Segment Start: Data for processing
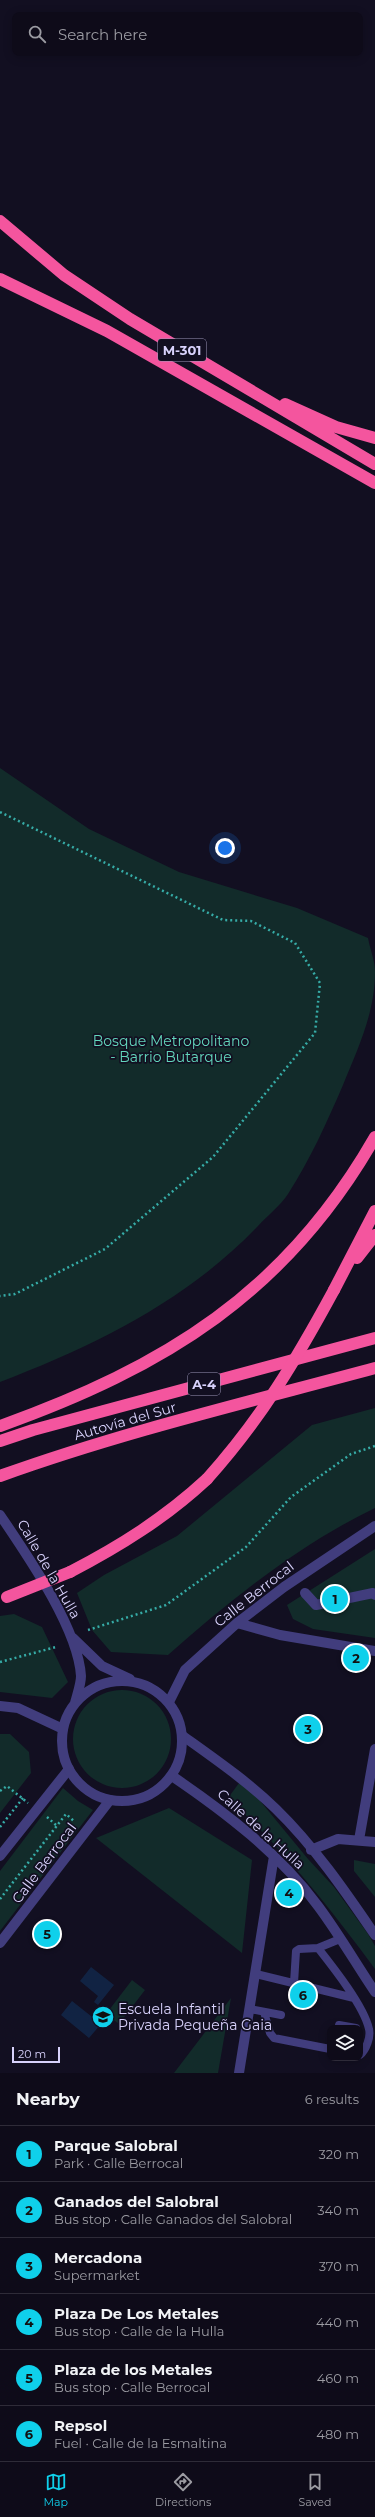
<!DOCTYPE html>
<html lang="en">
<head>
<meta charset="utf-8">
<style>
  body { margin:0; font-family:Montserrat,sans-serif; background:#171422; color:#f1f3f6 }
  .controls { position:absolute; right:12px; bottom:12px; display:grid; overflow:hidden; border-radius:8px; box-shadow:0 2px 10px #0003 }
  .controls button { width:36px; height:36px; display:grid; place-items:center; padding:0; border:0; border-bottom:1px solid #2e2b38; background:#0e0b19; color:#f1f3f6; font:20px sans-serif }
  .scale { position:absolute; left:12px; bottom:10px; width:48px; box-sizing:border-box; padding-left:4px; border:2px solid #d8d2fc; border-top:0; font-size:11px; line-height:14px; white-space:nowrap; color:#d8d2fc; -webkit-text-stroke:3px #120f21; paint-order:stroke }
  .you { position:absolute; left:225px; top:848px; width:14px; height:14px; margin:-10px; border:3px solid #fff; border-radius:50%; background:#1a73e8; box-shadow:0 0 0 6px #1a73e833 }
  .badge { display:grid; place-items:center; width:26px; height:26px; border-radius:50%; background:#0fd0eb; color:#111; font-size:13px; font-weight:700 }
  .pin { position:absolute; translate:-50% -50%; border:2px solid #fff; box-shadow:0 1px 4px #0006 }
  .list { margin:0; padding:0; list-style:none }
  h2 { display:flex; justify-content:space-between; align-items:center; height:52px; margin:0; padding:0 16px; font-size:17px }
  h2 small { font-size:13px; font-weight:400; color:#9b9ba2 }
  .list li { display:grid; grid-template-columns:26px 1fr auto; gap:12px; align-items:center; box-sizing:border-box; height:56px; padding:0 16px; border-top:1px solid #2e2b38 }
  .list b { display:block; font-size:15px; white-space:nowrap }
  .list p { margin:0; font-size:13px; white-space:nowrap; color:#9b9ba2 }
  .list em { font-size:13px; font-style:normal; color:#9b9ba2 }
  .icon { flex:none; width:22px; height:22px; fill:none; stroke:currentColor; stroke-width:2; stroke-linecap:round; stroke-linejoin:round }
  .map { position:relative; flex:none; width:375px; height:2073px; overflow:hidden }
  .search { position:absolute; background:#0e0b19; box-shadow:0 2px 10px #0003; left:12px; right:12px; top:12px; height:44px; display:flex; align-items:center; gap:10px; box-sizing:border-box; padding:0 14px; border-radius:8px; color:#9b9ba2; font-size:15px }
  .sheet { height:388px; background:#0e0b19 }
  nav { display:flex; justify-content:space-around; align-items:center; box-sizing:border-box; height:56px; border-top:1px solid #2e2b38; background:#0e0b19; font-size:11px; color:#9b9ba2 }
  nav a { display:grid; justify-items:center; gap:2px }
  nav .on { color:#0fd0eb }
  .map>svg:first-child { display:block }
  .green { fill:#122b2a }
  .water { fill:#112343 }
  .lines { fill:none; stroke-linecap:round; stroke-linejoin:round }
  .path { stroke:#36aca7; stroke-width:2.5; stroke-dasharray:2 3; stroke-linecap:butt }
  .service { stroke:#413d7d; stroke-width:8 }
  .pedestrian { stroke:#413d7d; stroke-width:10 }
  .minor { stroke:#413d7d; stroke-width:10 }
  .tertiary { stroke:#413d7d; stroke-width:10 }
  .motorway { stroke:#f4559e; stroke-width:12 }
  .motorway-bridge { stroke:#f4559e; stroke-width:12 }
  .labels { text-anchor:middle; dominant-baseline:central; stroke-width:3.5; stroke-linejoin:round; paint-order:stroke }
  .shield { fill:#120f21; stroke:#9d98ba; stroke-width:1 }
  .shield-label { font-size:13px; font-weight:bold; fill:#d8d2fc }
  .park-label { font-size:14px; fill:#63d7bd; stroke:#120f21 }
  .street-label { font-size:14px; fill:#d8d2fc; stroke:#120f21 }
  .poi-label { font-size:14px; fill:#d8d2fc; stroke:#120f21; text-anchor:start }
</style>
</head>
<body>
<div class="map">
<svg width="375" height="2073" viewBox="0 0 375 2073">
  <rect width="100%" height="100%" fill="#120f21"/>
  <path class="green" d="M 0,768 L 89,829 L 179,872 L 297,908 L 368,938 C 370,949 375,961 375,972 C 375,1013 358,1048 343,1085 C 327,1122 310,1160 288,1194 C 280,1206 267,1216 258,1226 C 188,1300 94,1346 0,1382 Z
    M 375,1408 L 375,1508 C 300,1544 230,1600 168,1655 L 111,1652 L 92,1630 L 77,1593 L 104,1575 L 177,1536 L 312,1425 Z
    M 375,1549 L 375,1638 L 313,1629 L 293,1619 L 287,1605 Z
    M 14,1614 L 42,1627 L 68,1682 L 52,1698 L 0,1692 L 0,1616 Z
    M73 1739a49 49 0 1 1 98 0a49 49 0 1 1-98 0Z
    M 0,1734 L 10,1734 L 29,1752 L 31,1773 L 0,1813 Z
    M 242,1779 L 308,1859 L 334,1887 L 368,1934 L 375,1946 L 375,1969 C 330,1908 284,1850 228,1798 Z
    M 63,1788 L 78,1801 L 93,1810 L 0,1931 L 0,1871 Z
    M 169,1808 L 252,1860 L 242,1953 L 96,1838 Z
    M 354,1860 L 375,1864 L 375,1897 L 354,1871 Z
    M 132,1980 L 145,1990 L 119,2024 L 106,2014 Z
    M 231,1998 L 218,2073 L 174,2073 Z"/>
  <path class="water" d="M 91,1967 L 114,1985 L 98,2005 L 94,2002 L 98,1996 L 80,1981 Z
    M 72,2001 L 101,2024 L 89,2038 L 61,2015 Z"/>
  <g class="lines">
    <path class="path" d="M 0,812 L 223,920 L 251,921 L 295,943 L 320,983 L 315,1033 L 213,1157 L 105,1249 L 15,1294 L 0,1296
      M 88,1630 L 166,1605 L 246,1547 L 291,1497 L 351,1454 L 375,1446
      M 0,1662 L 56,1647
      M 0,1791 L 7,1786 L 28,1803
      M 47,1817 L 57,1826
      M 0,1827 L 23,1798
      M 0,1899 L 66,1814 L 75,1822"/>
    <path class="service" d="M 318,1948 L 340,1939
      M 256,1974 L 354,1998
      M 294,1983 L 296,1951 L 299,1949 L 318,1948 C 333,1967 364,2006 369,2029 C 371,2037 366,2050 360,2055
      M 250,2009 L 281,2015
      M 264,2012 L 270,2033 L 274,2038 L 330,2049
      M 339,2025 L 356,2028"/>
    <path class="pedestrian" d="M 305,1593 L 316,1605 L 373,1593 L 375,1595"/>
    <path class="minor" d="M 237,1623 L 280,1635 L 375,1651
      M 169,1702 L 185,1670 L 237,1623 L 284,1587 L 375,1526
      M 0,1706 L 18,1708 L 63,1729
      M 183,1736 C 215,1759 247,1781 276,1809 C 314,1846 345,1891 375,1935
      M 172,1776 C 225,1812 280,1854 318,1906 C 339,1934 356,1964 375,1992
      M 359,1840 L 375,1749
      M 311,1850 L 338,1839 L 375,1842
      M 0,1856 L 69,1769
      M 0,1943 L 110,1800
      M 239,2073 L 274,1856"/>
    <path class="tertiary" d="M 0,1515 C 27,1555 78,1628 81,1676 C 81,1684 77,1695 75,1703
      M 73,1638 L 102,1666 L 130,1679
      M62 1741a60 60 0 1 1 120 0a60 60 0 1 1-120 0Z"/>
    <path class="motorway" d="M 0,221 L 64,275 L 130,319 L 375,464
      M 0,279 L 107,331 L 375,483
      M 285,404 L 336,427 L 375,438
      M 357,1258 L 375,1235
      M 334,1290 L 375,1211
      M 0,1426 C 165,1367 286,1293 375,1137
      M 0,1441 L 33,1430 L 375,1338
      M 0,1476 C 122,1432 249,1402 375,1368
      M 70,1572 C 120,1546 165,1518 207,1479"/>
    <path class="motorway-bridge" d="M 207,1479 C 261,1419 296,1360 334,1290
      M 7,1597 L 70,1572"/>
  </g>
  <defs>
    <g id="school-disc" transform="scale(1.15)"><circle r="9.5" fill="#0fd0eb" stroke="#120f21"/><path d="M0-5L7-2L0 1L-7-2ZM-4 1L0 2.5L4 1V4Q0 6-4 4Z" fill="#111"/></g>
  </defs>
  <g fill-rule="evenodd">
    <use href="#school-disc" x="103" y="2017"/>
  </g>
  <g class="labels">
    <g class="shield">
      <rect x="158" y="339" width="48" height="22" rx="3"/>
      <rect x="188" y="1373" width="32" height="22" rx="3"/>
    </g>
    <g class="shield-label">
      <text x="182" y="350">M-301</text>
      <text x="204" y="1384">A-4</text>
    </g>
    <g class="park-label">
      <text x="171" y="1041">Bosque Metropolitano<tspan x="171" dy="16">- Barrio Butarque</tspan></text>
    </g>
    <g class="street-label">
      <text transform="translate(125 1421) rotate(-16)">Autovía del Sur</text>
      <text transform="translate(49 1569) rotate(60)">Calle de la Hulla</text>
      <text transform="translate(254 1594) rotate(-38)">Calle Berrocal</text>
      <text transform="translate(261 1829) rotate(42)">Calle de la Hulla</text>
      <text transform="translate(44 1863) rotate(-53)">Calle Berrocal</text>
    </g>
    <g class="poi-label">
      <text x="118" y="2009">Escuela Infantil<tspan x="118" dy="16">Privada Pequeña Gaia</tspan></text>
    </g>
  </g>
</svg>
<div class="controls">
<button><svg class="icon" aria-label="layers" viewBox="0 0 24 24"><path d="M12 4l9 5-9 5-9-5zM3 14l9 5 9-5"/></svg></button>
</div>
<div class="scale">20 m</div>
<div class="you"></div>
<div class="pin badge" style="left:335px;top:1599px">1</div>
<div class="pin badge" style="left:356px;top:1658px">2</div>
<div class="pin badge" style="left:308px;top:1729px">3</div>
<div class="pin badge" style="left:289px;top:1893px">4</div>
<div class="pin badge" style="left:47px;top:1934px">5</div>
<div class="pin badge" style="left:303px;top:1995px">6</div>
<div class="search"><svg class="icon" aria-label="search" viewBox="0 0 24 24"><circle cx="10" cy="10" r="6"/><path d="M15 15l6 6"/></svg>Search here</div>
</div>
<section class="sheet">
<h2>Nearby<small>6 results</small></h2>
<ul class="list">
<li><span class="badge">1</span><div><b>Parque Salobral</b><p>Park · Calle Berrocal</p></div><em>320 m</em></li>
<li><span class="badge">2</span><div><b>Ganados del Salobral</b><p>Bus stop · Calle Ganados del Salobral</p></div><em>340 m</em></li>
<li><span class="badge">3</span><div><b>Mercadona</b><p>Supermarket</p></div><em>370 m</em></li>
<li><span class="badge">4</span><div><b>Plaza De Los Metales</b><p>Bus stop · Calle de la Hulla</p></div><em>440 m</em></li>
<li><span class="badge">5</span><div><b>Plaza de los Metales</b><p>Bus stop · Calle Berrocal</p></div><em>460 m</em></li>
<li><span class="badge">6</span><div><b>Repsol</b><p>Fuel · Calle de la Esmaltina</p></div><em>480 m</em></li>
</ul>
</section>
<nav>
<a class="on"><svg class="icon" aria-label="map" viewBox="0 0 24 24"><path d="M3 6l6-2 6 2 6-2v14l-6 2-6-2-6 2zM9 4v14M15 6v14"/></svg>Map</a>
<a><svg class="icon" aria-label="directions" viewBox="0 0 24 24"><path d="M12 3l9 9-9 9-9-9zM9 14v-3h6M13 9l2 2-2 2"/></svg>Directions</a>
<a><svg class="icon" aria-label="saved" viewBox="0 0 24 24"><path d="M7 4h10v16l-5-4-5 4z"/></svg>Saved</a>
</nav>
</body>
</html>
Segment End: Data for processing
■ Task to carry out
If a line falls between the first line of the records above and the line containing "flex:none; width:22px; height:22px;", inclusive, retype it exactly; leave pictures out.

■ Task output
<!DOCTYPE html>
<html lang="en">
<head>
<meta charset="utf-8">
<style>
  body { margin:0; font-family:Montserrat,sans-serif; background:#171422; color:#f1f3f6 }
  .controls { position:absolute; right:12px; bottom:12px; display:grid; overflow:hidden; border-radius:8px; box-shadow:0 2px 10px #0003 }
  .controls button { width:36px; height:36px; display:grid; place-items:center; padding:0; border:0; border-bottom:1px solid #2e2b38; background:#0e0b19; color:#f1f3f6; font:20px sans-serif }
  .scale { position:absolute; left:12px; bottom:10px; width:48px; box-sizing:border-box; padding-left:4px; border:2px solid #d8d2fc; border-top:0; font-size:11px; line-height:14px; white-space:nowrap; color:#d8d2fc; -webkit-text-stroke:3px #120f21; paint-order:stroke }
  .you { position:absolute; left:225px; top:848px; width:14px; height:14px; margin:-10px; border:3px solid #fff; border-radius:50%; background:#1a73e8; box-shadow:0 0 0 6px #1a73e833 }
  .badge { display:grid; place-items:center; width:26px; height:26px; border-radius:50%; background:#0fd0eb; color:#111; font-size:13px; font-weight:700 }
  .pin { position:absolute; translate:-50% -50%; border:2px solid #fff; box-shadow:0 1px 4px #0006 }
  .list { margin:0; padding:0; list-style:none }
  h2 { display:flex; justify-content:space-between; align-items:center; height:52px; margin:0; padding:0 16px; font-size:17px }
  h2 small { font-size:13px; font-weight:400; color:#9b9ba2 }
  .list li { display:grid; grid-template-columns:26px 1fr auto; gap:12px; align-items:center; box-sizing:border-box; height:56px; padding:0 16px; border-top:1px solid #2e2b38 }
  .list b { display:block; font-size:15px; white-space:nowrap }
  .list p { margin:0; font-size:13px; white-space:nowrap; color:#9b9ba2 }
  .list em { font-size:13px; font-style:normal; color:#9b9ba2 }
  .icon { flex:none; width:22px; height:22px; fill:none; stroke:currentColor; stroke-width:2; stroke-linecap:round; stroke-linejoin:round }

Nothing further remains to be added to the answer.